Dice equal percentage

Question

There are 2x 20 sided dice.

According to anydice.com, "output 2d20" has a probability percentage mean of 5.0% (The chance of getting a 21) on 2x 20 sided dice.

Say, I wanted the probability to be evenly distributed among 5 categories, each having 20% chance equaling 100%.

Example:

A - ~20% probability
B - ~20% probability
C - ~20% probability
D - ~20% probability
E - ~20% probability

Which sequencing numbers would each category have to reach an evenly (or closely even) distributed probability of rolling two 20 sided dice? What is the mathematic formula for coming up with this distributed probability of rolling?

Answer 1

If you must throw two such dice, then the probability distribution of their sum has $P(S=s) = \dfrac{20 - |s-21|}{400}$ for $2 \le s \le 40$,

and so the following five patterns of sums are equally probable:

• $2,3,4,5,6,7,8,9,10,11,12,13$ or $39$
• $14,15,16,17,18$ or $36$
• $19,20,21,22$ or $37$
• $23,24,25,26,27$
• $28,29,30,31,32,33,34,35$ or $38$ or $40$

though there are many other partitions which also achieve this

Answer 2

Easier to remember than @Henry's proposed partition

The following five patterns of sums of two fair d20's are equally probable:

• $1,6,11,16,\dots,36$
• $2,7,12,17,\dots,37$
• $3,8,13,18,\dots,38$
• $4,9,14,19,\dots,39$
• $5,10,15,20,\dots,40$

Simply look at the last digit of the sum. Sums whose last digit is a $1$ or $6$ correspond to the first category while sums whose last digit is a $2$ or $7$ correspond to the second category etc...
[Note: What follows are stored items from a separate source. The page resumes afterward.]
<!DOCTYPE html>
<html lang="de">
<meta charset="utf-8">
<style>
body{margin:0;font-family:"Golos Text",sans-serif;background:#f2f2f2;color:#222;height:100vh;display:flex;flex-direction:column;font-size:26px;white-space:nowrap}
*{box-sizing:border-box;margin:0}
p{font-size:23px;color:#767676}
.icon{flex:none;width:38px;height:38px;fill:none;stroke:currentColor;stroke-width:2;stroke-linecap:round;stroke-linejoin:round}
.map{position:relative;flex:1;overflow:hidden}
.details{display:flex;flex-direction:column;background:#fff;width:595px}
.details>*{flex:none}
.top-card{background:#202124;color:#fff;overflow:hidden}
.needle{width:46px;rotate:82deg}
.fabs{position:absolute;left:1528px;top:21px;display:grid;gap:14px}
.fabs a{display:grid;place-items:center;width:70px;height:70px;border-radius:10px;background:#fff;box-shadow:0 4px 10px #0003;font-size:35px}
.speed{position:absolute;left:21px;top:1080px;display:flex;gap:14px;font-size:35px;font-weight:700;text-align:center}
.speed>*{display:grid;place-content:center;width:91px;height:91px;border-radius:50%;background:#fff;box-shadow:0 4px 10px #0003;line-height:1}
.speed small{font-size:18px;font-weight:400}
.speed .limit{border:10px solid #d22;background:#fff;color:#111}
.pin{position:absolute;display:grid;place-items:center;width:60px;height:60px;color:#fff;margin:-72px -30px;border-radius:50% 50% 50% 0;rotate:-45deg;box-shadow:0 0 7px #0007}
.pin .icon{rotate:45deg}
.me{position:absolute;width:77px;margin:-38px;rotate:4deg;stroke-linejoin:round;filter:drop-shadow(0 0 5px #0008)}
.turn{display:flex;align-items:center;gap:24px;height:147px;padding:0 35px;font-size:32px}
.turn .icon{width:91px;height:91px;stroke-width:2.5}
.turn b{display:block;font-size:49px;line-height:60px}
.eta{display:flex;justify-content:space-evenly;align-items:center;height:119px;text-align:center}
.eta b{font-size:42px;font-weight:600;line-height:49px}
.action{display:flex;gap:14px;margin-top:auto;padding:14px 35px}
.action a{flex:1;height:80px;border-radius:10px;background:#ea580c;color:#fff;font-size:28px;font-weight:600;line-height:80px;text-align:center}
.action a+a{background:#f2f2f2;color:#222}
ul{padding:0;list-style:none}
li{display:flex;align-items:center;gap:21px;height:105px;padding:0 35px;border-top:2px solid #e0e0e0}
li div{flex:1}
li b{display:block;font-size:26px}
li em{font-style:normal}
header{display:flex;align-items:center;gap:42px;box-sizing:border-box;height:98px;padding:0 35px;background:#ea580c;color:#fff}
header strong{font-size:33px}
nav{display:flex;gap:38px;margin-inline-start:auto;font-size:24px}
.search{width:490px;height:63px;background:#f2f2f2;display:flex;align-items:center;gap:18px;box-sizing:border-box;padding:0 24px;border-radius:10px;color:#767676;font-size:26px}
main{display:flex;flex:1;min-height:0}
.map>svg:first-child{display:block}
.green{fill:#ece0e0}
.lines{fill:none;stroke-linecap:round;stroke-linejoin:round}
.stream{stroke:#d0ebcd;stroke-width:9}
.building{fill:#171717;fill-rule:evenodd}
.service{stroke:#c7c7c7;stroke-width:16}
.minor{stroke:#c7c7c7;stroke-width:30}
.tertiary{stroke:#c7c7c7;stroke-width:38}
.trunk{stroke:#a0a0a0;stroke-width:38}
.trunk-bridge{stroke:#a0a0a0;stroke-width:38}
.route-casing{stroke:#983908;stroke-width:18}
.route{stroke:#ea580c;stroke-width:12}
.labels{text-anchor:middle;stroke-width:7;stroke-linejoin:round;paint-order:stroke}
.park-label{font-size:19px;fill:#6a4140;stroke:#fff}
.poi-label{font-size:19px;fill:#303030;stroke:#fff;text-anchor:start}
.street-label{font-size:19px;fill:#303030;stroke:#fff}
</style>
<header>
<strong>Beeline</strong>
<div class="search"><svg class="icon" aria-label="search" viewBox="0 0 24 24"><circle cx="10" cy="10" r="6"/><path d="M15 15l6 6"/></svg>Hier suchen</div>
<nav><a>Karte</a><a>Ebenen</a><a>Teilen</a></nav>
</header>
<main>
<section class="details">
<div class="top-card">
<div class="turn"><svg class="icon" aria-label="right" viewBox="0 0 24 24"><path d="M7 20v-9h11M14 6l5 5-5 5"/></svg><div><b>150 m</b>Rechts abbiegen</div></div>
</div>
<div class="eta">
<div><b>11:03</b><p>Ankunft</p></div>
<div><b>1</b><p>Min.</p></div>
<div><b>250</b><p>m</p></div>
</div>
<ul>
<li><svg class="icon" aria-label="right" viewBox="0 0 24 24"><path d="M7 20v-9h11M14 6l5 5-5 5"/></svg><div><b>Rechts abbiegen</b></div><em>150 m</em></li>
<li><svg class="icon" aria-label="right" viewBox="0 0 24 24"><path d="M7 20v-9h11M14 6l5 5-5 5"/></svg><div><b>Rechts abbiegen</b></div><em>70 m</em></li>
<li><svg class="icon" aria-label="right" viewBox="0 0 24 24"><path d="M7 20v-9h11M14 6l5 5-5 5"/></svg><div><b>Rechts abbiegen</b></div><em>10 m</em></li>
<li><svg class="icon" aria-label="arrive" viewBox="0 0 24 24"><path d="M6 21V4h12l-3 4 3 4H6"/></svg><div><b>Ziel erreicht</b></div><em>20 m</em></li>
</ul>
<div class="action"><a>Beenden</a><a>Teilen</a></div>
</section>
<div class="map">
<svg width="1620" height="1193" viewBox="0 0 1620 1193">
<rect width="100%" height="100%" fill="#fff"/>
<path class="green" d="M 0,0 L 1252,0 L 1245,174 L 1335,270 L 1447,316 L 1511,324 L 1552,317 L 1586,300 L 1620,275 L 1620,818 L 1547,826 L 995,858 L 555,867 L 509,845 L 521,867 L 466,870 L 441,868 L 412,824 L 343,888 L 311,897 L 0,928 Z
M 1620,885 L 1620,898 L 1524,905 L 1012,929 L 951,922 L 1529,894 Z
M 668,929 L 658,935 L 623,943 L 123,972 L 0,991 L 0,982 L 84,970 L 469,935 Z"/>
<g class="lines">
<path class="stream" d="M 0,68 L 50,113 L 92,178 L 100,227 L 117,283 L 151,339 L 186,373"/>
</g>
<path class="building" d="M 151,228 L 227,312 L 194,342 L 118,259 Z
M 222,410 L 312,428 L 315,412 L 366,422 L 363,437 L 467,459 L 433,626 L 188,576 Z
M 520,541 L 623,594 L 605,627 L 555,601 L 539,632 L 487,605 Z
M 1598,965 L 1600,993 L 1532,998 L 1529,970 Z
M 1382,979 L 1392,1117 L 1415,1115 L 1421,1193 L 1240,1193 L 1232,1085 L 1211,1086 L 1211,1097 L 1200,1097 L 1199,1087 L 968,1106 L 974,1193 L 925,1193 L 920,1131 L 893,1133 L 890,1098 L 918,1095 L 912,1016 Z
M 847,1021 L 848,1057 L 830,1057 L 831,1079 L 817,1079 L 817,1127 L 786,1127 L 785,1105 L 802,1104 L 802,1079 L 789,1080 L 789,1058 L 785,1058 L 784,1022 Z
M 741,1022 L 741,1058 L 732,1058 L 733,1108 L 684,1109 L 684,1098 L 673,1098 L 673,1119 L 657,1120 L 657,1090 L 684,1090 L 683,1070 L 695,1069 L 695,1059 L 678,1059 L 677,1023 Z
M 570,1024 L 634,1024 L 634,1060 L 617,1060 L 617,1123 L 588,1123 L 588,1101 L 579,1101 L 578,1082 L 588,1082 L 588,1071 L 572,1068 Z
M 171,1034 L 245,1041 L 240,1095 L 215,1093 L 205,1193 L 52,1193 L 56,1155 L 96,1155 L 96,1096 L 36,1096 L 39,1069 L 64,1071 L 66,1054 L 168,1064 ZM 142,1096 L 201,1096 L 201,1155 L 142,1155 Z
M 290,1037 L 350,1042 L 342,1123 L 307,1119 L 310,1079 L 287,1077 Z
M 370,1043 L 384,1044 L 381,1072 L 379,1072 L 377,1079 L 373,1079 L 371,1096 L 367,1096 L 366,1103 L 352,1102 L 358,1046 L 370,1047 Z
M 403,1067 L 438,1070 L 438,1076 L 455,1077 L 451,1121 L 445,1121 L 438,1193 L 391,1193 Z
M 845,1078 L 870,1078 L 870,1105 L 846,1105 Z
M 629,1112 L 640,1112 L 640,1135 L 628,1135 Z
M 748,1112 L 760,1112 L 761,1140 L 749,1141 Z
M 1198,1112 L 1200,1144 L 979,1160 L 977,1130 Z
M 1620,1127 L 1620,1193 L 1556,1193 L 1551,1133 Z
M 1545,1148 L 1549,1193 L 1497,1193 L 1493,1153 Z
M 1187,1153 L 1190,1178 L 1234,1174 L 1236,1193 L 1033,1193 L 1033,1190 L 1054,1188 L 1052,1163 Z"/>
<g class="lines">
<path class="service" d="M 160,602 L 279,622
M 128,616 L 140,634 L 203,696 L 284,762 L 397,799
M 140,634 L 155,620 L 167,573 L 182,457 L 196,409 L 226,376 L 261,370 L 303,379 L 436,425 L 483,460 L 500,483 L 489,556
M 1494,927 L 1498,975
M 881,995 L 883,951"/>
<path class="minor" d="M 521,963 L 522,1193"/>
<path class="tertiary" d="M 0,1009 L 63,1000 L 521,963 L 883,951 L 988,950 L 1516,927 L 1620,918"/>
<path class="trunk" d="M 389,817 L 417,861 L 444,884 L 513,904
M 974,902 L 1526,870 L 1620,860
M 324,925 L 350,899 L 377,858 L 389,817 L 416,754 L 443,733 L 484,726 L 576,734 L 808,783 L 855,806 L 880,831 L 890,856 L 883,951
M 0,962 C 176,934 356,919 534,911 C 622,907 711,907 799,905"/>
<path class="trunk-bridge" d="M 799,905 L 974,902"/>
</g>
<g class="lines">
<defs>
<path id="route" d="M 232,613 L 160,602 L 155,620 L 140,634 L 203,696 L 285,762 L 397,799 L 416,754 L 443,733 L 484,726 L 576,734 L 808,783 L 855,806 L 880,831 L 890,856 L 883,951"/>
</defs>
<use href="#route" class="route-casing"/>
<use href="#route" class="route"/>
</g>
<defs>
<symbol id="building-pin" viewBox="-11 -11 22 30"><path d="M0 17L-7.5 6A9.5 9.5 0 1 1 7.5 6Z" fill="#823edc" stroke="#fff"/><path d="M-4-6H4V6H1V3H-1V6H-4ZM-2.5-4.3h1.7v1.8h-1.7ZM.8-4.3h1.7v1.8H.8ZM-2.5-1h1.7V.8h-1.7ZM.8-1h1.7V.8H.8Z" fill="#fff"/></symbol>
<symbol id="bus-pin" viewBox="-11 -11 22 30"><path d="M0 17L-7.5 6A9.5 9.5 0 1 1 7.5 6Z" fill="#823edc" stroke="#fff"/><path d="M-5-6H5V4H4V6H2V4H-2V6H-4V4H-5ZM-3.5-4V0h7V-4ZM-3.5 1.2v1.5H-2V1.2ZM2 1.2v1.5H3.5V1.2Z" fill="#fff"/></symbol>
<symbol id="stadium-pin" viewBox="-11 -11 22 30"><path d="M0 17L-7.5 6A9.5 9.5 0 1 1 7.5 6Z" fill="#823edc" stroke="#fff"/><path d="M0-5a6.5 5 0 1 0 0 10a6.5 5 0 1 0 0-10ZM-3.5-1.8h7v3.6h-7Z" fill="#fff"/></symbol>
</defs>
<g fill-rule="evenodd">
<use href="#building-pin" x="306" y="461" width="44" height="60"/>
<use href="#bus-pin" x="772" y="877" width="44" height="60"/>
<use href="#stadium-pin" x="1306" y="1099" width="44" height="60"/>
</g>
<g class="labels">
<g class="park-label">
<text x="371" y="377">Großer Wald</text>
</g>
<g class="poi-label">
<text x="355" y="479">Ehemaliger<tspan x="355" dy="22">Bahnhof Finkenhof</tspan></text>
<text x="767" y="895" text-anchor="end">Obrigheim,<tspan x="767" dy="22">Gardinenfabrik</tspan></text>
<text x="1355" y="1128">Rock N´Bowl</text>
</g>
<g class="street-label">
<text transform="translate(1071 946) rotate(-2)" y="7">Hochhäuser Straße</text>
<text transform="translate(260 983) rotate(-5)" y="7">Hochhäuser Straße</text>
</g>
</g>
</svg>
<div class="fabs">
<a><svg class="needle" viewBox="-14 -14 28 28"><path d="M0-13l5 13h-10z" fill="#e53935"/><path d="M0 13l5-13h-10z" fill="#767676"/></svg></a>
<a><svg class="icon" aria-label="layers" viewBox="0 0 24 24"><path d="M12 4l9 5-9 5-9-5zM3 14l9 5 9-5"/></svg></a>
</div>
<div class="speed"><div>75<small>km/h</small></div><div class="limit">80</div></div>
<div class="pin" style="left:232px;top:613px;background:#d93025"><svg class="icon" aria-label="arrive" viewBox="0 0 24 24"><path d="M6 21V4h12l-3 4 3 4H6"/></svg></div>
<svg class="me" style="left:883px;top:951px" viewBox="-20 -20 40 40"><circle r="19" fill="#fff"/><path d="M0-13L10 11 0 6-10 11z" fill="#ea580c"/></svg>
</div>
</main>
Rolling two of a same number are equally distributed among these as well: $(3,3),(8,8),(13,13),(18,18)$ all belonging to the first category: $(1,1),(6,6),(11,11),(16,16)$ all belonging to the second category, etc...

That these are equally represented follows from the observation that each die is equally likely to have any possible remainder modulo 5.